Hungary is an interesting and rather complicated country.  After the dissolution of the Roman Empire, it was settled eventually by the Magyars, giving today's Hungarians a non-Indo-European language spoken by no other nation, but related distantly to Finnish and Estonian. 

It became the junior partner in the Habsburgs' Austro-Hungarian Empire, suffered the dissolution of that empire after World War I, became a perhaps reluctant ally of Hitler in World War II, a satellite of the USSR after the war, and eventually -- today -- a small Middle European state with a tendency toward authoritarianism.  It presents something of a problem to its fellow EU members.

In sixth grade -- a year when our teacher still read to us each day for a half hour after lunch -- I listened raptly day by day to readings from a book called Chestry Oak.  I remember my fascination much better than I do the actual plot, but I've always remembered that it was about a boy from a noble family who lived an idyllic life on a Hungarian country estate, a boy who loved horses.  His timing for living his childhood was unfortunate, as the Nazis were establishing control over the country, and nightly he heard the roar of war planes flying overhead.

The boy's family was forced to flee and never return to their estate.  I didn't recall what happened after that, but I now know that he and his family ended up on a farm in the Hudson River valley of New York.

Like other out-of-print books from my childhood -- like so much else from my childhood -- I was never sure how much of this I remembered accurately.  And just as I have no way of reproducing conversations remembered dimly from the past, I thought I'd never be able to recall any more about the book than I've indicated above.  I wasn't sure that "Chestry Oak was really the name of the book, or just a description of the estate on which he lived.  I didn't know the author's name.

But I discovered recently that the book has been re-issued in paperback form by "Purple House Press" of Kentucky as part of their "Classic Books for Kids" series.  It was originally published in 1948, after the Soviets had taken over Hungary, and would have been in print for about three or four years when our teacher read it to us. 
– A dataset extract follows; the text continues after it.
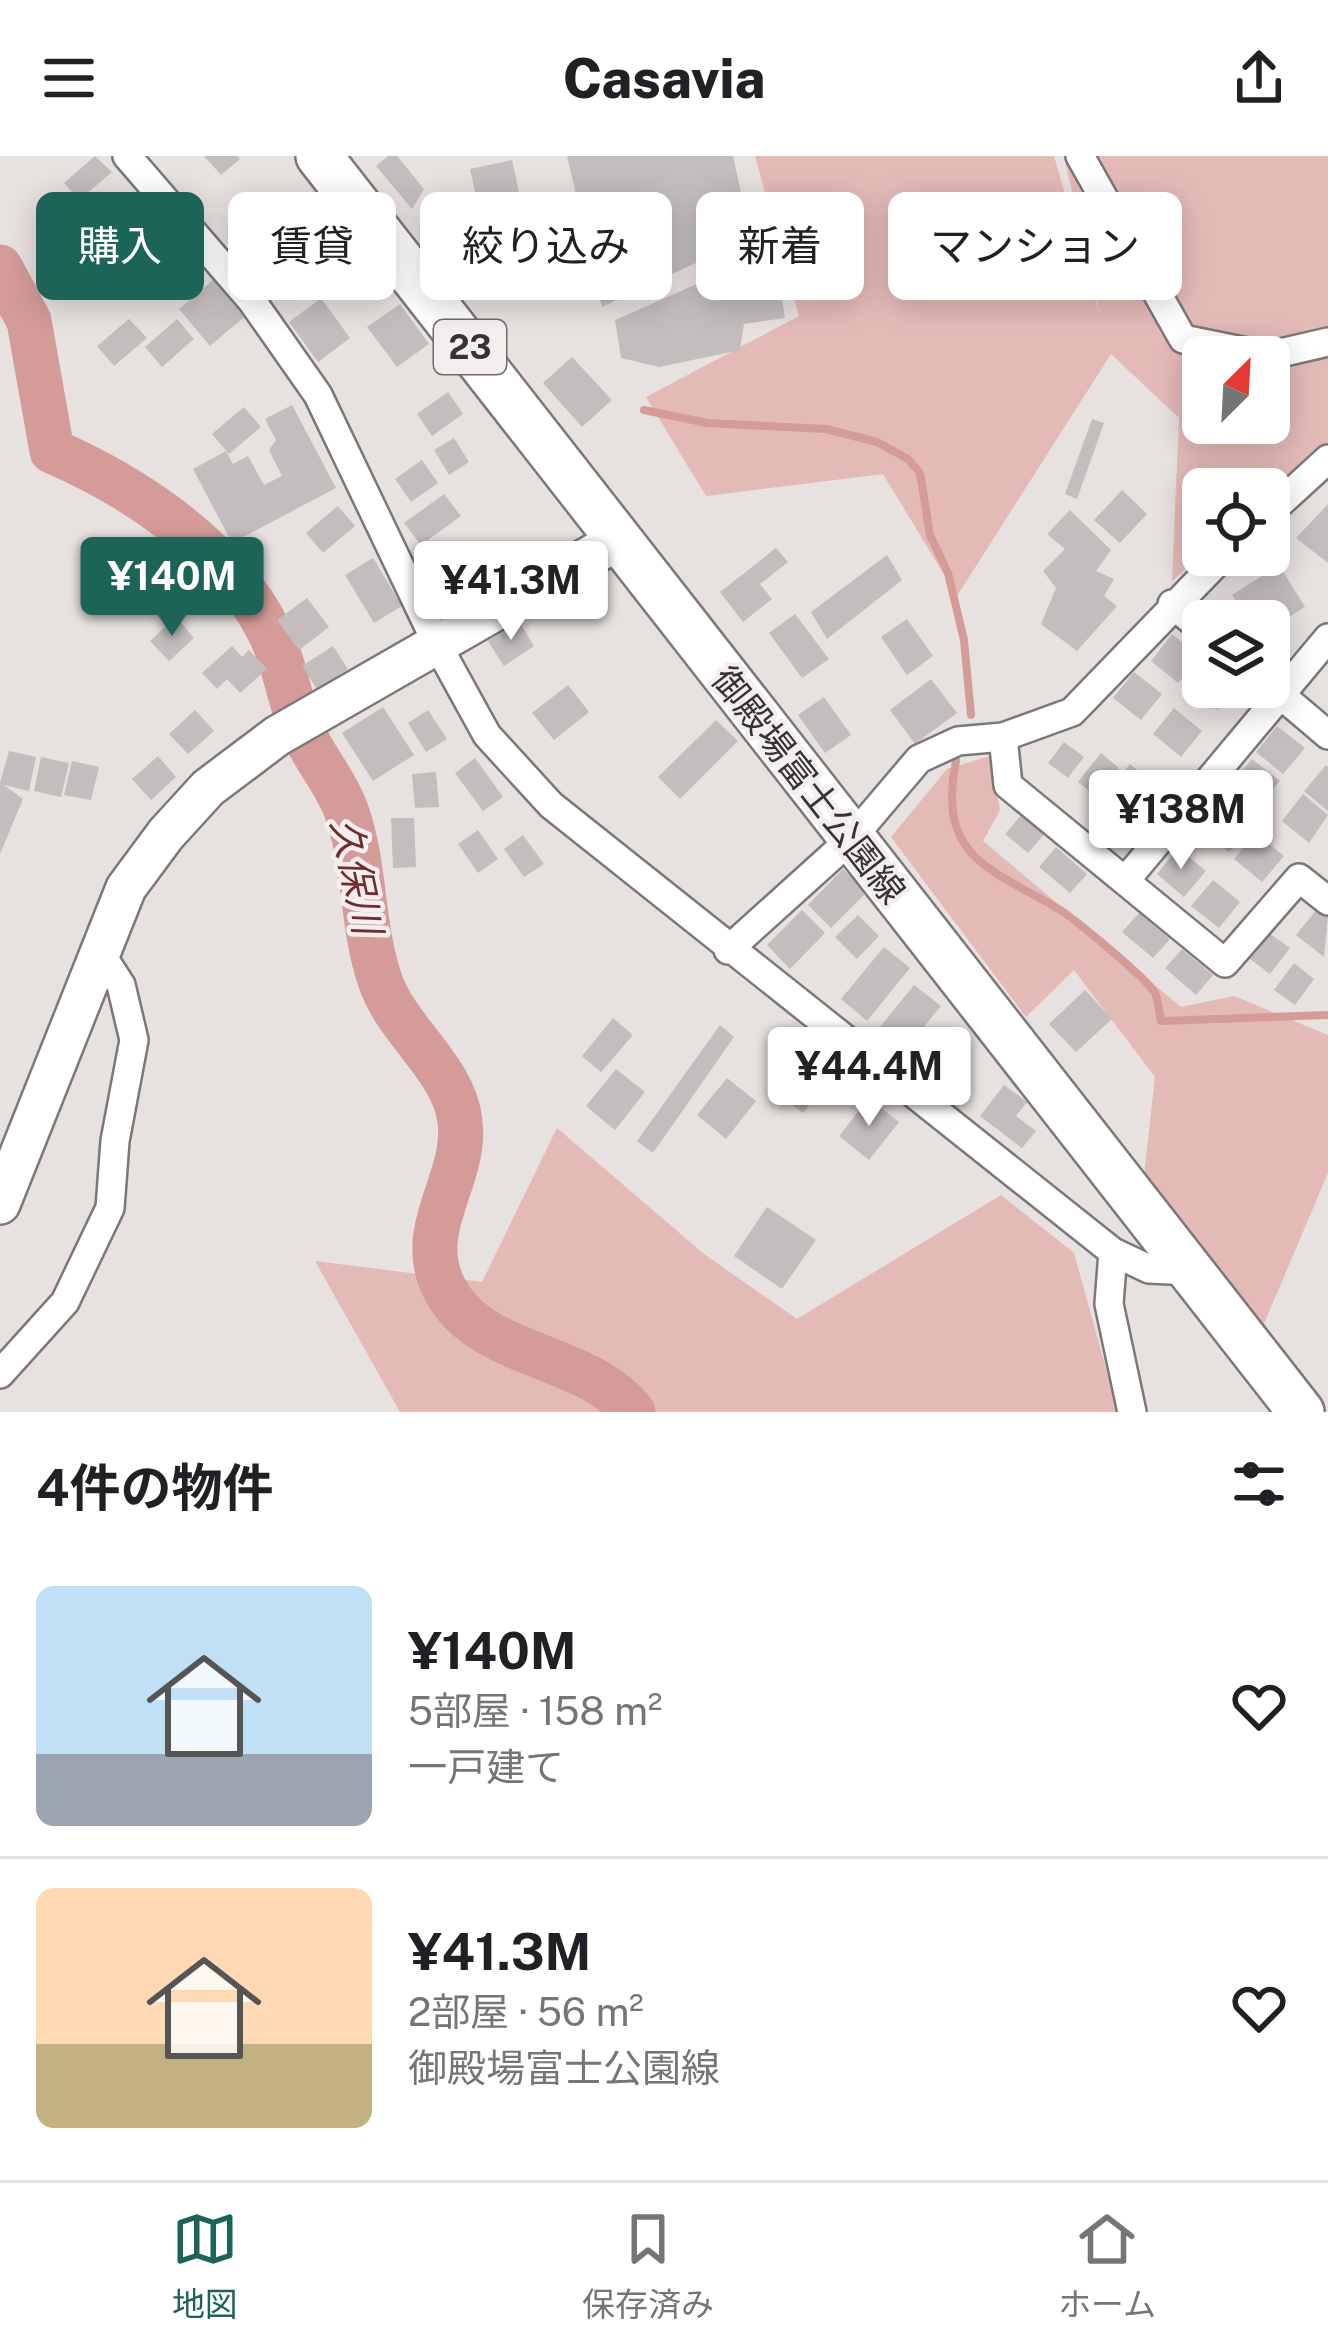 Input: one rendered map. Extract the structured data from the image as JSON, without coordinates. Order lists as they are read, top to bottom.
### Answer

I've just started reading it.  The boy was Prince Michael, and his father was both respected and loved by the peasants under his jurisdiction.  The Hungary the book describes is not the Hungary of cosmopolitan Budapest, but a rural, feudal Hungary that feels little changed from centuries past.  Michael's family takes their hereditary rule for granted, and his father feels a strong sense of responsibility for the welfare of their peasants.

Although the book is anti-Nazi, it might also be a reaction to the subsequent workers paradise imposed by the Russians.  It certainly romanticizes the nobility, but in doing so it helps us understand how rural Hungarian life was lived before World War II.  When published, the book seems to have been perceived more as a children's "horse story" than as a political thriller or a story about refugees.

I've only read the first few chapters of the book.  The story is told from young Michael's point of view.  It is very descriptive, and moves slowly, surprisingly more slowly than I would have expected.  I conclude that kids used to have longer attention spans than I suspect most children would today. 

 I'm grateful to the Purple House Press for preserving this very interesting piece of children's literature  -- and am looking forward to the rest of the book.  Very high ratings on Amazon, primarily from readers who, like me, remembered it from long ago.